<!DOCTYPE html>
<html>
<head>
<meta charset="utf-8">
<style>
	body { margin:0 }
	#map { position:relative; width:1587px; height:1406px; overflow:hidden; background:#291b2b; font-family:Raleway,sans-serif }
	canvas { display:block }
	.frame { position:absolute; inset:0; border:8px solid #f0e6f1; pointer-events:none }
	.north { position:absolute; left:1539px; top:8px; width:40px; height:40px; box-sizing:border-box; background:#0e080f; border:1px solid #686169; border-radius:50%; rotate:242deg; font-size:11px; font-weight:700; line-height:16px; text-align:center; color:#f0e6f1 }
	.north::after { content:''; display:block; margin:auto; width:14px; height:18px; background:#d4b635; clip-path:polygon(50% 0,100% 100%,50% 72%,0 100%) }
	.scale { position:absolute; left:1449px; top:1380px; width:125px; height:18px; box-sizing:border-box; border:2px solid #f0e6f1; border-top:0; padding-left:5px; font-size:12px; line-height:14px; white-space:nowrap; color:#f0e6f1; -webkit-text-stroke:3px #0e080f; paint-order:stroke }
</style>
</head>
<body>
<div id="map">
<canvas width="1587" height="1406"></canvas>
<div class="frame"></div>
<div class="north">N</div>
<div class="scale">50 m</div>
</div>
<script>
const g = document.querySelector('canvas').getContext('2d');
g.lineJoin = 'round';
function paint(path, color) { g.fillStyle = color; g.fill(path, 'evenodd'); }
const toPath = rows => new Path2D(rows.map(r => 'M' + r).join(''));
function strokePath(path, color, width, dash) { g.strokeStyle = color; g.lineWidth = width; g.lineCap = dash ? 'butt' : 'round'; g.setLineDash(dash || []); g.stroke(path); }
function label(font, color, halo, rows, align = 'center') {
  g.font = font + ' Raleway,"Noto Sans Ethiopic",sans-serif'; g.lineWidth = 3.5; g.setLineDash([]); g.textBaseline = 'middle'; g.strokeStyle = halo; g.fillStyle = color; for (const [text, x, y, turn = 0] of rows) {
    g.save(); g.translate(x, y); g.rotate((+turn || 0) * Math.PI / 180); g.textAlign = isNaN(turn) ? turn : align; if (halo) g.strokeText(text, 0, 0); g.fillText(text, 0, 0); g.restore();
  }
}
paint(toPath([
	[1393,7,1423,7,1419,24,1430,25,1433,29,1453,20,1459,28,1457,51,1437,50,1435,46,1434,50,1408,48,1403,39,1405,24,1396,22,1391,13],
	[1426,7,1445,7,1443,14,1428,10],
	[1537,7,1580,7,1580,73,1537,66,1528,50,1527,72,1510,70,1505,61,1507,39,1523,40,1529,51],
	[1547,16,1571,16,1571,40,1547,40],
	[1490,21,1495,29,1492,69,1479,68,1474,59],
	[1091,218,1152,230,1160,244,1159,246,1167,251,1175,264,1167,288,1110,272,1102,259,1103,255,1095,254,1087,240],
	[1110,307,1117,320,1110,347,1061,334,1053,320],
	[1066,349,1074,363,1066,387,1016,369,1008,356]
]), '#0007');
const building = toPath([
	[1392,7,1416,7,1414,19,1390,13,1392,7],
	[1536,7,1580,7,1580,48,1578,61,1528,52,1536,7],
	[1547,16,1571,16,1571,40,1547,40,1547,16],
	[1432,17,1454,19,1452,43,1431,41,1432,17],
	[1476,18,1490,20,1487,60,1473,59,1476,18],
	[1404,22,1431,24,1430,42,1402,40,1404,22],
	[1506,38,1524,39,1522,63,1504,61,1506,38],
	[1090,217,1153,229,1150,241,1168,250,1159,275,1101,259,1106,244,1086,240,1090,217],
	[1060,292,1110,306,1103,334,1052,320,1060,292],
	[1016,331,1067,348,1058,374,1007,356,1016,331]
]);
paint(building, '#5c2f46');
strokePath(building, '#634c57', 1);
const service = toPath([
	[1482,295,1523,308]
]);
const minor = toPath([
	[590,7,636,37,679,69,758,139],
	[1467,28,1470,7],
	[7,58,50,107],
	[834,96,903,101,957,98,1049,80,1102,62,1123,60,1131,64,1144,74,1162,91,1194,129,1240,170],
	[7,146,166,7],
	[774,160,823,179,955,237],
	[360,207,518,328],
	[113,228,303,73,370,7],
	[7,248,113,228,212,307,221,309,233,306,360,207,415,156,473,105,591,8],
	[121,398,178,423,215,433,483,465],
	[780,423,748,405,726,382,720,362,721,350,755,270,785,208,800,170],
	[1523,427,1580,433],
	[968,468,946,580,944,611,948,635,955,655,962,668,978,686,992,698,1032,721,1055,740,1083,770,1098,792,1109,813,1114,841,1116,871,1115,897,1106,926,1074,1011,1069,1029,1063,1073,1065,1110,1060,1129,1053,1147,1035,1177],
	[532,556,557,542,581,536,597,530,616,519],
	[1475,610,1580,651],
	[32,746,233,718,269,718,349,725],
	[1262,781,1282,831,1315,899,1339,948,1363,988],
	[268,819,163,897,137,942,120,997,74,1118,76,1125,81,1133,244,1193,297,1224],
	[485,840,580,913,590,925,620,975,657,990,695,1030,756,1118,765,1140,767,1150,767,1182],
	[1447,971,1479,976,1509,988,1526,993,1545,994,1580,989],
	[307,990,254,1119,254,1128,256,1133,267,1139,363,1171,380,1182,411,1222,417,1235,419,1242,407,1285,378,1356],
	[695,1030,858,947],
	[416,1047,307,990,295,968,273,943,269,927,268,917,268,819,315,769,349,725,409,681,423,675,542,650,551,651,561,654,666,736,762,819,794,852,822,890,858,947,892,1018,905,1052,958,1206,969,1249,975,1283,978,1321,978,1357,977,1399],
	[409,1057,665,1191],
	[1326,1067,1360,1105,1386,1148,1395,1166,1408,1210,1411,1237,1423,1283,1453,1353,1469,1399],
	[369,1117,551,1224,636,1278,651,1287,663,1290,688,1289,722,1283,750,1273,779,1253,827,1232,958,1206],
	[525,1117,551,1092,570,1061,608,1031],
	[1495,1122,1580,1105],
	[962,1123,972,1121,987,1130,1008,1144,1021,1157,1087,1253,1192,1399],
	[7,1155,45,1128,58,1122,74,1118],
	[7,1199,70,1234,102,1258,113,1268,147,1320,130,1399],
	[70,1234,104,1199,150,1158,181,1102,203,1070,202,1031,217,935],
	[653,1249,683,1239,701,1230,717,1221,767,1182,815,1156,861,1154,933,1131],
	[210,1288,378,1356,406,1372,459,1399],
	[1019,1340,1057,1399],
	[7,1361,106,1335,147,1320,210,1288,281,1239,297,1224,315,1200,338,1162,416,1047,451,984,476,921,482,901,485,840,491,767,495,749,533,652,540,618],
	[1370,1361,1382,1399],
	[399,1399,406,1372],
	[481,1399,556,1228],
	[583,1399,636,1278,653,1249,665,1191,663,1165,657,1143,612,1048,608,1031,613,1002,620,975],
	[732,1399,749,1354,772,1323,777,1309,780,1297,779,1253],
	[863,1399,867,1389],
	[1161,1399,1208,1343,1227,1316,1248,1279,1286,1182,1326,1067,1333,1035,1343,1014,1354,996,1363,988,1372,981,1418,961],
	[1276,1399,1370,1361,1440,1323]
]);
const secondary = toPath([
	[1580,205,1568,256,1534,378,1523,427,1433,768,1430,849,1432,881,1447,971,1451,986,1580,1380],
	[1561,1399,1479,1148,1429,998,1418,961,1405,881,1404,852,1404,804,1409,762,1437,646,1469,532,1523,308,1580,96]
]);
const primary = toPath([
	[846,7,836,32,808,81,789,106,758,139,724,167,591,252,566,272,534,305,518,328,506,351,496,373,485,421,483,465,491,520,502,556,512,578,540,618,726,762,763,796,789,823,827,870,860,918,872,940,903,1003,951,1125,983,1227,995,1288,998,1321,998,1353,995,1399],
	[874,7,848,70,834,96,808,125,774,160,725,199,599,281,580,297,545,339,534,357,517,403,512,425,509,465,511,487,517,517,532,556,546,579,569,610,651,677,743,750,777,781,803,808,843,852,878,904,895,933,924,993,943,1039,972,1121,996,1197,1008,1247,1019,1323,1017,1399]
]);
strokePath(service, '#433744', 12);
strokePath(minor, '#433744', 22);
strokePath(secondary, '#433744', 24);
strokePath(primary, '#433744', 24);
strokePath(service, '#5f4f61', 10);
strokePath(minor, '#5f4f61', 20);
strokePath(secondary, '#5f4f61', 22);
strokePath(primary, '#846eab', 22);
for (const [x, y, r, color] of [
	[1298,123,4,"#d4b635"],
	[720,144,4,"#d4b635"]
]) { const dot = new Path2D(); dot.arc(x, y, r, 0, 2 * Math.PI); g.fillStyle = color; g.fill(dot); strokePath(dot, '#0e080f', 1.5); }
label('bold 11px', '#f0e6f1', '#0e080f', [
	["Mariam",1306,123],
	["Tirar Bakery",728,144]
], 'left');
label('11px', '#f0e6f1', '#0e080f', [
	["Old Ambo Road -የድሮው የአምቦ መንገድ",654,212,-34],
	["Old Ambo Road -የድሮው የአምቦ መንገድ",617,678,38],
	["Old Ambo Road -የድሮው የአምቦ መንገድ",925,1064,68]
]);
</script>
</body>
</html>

#####

INSTRUCTIONS TO FOLLOW ::
Out of the records, collect only those lines that contain the string "function".

YOUR SOLUTION ::
function paint(path, color) { g.fillStyle = color; g.fill(path, 'evenodd'); }
function strokePath(path, color, width, dash) { g.strokeStyle = color; g.lineWidth = width; g.lineCap = dash ? 'butt' : 'round'; g.setLineDash(dash || []); g.stroke(path); }
function label(font, color, halo, rows, align = 'center') {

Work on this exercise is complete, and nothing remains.